In 1940, Allied forces
took her father and other Italian men from their quarter to the Fayed
prison camp in the desert near Cairo. When Pietro was released in 1944,
he returned home as a completely different person, so violent that
Iolanda and other children in the neighbourhood were scared of him. She
later recalled, "I hated him when he beat me, I hated him especially
when he beat my mom and brothers. I wanted him to die, and he did."

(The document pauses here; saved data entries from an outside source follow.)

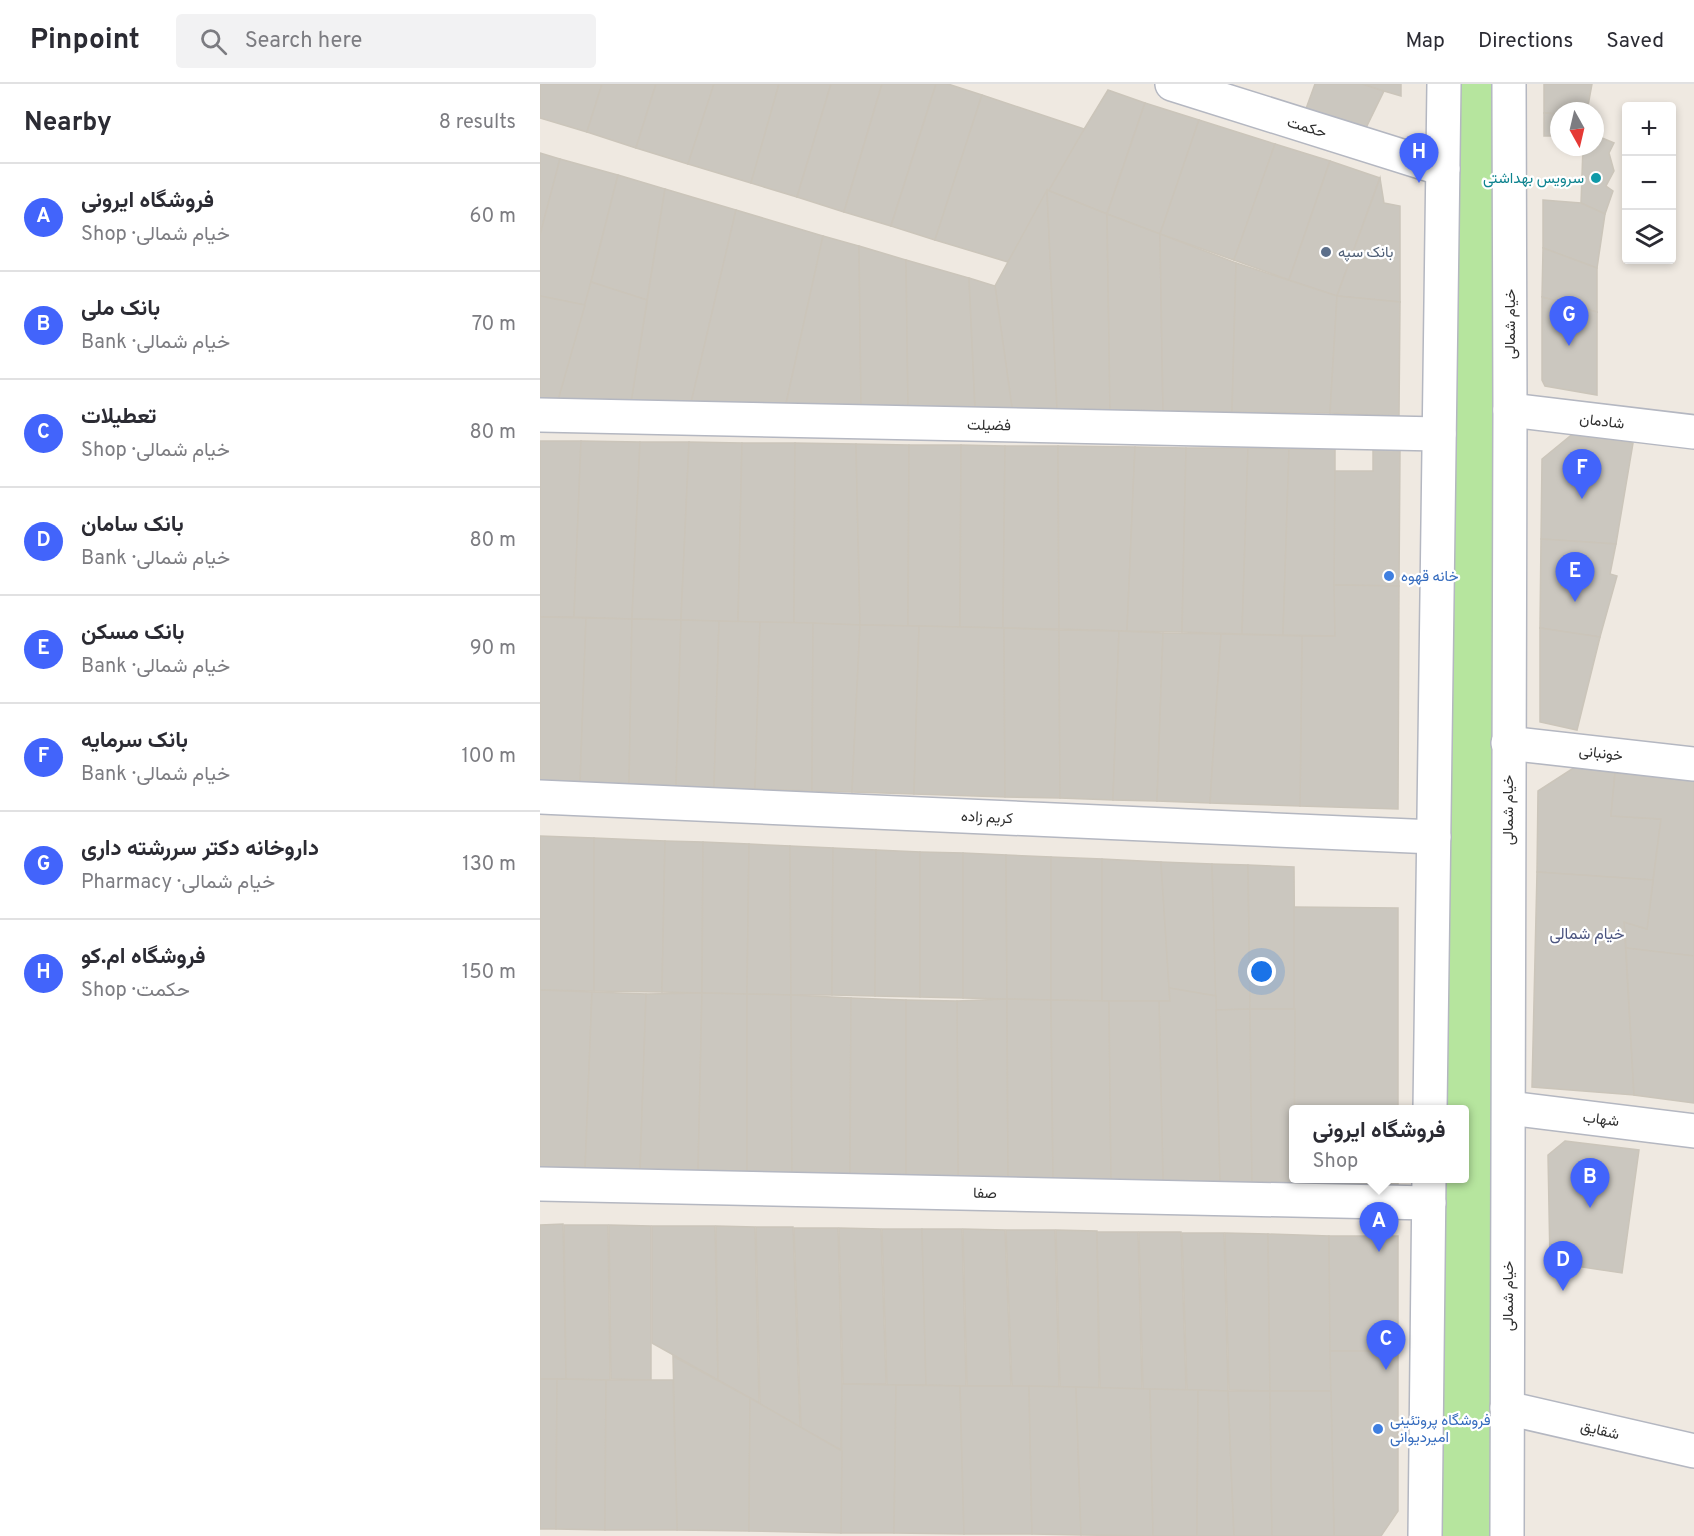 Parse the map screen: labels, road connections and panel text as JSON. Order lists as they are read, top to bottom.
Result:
{
  "streets": {
    "street": [
      "حکمت",
      "خیام شمالی",
      "شادمان",
      "فضیلت",
      "خونبانی",
      "کریم زاده",
      "شهاب",
      "صفا",
      "شقایق"
    ]
  },
  "crossings": [
    ["خیام شمالی", "شادمان"],
    ["خیام شمالی", "خونبانی"],
    ["خیام شمالی", "شهاب"],
    ["خیام شمالی", "شقایق"]
  ],
  "districts": ["خیام شمالی"],
  "places": [
    "سرویس بهداشتی",
    "بانک سپه",
    "خانه قهوه",
    "فروشگاه پروتئینی امیردیوانی"
  ],
  "north": "bottom",
  "page": {
    "header": "Pinpoint",
    "search": "Search here",
    "nav": ["Map", "Directions", "Saved"],
    "heading": ["Nearby", "8 results"],
    "map_buttons": ["+", "−"],
    "pins": [
      "H",
      "G",
      "F",
      "E",
      "B",
      "A",
      "D",
      "C"
    ],
    "list": [
      {
        "mark": "A",
        "name": "فروشگاه ایرونی",
        "note": "Shop · خیام شمالی",
        "value": "60 m"
      },
      {
        "mark": "B",
        "name": "بانک ملی",
        "note": "Bank · خیام شمالی",
        "value": "70 m"
      },
      {
        "mark": "C",
        "name": "تعطیلات",
        "note": "Shop · خیام شمالی",
        "value": "80 m"
      },
      {
        "mark": "D",
        "name": "بانک سامان",
        "note": "Bank · خیام شمالی",
        "value": "80 m"
      },
      {
        "mark": "E",
        "name": "بانک مسکن",
        "note": "Bank · خیام شمالی",
        "value": "90 m"
      },
      {
        "mark": "F",
        "name": "بانک سرمایه",
        "note": "Bank · خیام شمالی",
        "value": "100 m"
      },
      {
        "mark": "G",
        "name": "داروخانه دکتر سررشته داری",
        "note": "Pharmacy · خیام شمالی",
        "value": "130 m"
      },
      {
        "mark": "H",
        "name": "فروشگاه ام.کو",
        "note": "Shop · حکمت",
        "value": "150 m"
      }
    ],
    "popup": ["فروشگاه ایرونی", "Shop"]
  }
}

Iolanda was twelve when Pietro died of a brain abscess in 1945. That trauma influenced her search for a male partner the rest of her life. Modelling, acting; Miss Egypt 1954
In
her teen years, Iolanda developed an interest in acting due to her
uncle's job as a projectionist for a local cinema, and often
participated in school performances at the end of the semester, becoming
popular in the neighborhood. She graduated in 1951, but eventually
started working as a copy typist
in a pharmaceutical company in the same year. While required to work to
financially help her family, Iolanda still had acting ambitions as she
continued searching for an opportunity for a breakthrough.
Shortly thereafter, her best friend Miranda introduced her to
Miss Ondine, a minor Cairo beauty pageant which she joined under two
conditions: to be the minor one
and that her mom Giuseppina must not find out. When Iolanda won the
second prize and Miranda second runner-up, they were unexpectedly
photographed and came out in newspapers Le journal d'Égypte and Le progrès égyptien.
The next day when Giuseppina found out, she forcibly cut Iolanda's hair
short. Eventually, her mother gave up on her principles and Iolanda
left her job to start modelling for Donna, a then famous Cairo-based
fashion house. On her 21st birthday, Giuseppina gave her blessing for to
join the Miss Egypt 1954 competition. Held during spring in the salons of the L'auberge des pyramides,
she made a sensation of appearing in a two-piece panther-print bikini.
The judges were overwhelmed and Iolanda won the title, automatically
becoming the representative of Egypt on Miss World 1955 in London.
As the election was attended by three film directors, the victory opened her the doors of the Egyptian cinema; Marco de Gastyne cast her in The Mask of Tutankhamun (1954) and Niazi Mostafa for leading role in A Glass and a Cigarette (1954),
on which posters she appears with her newly adopted stage name Dalila
because, as she explained in 1968, "it was a very frequent name in Egypt
and I liked it a lot."
The third offer was a longer period contract by an Egyptian film
producer that she turned down after Gastyne advised her to try her luck
in Paris. Thus, Dalila also decided to not represent Egypt on Miss World 1955, but Egypt did not compete that year because of the Suez Crisis.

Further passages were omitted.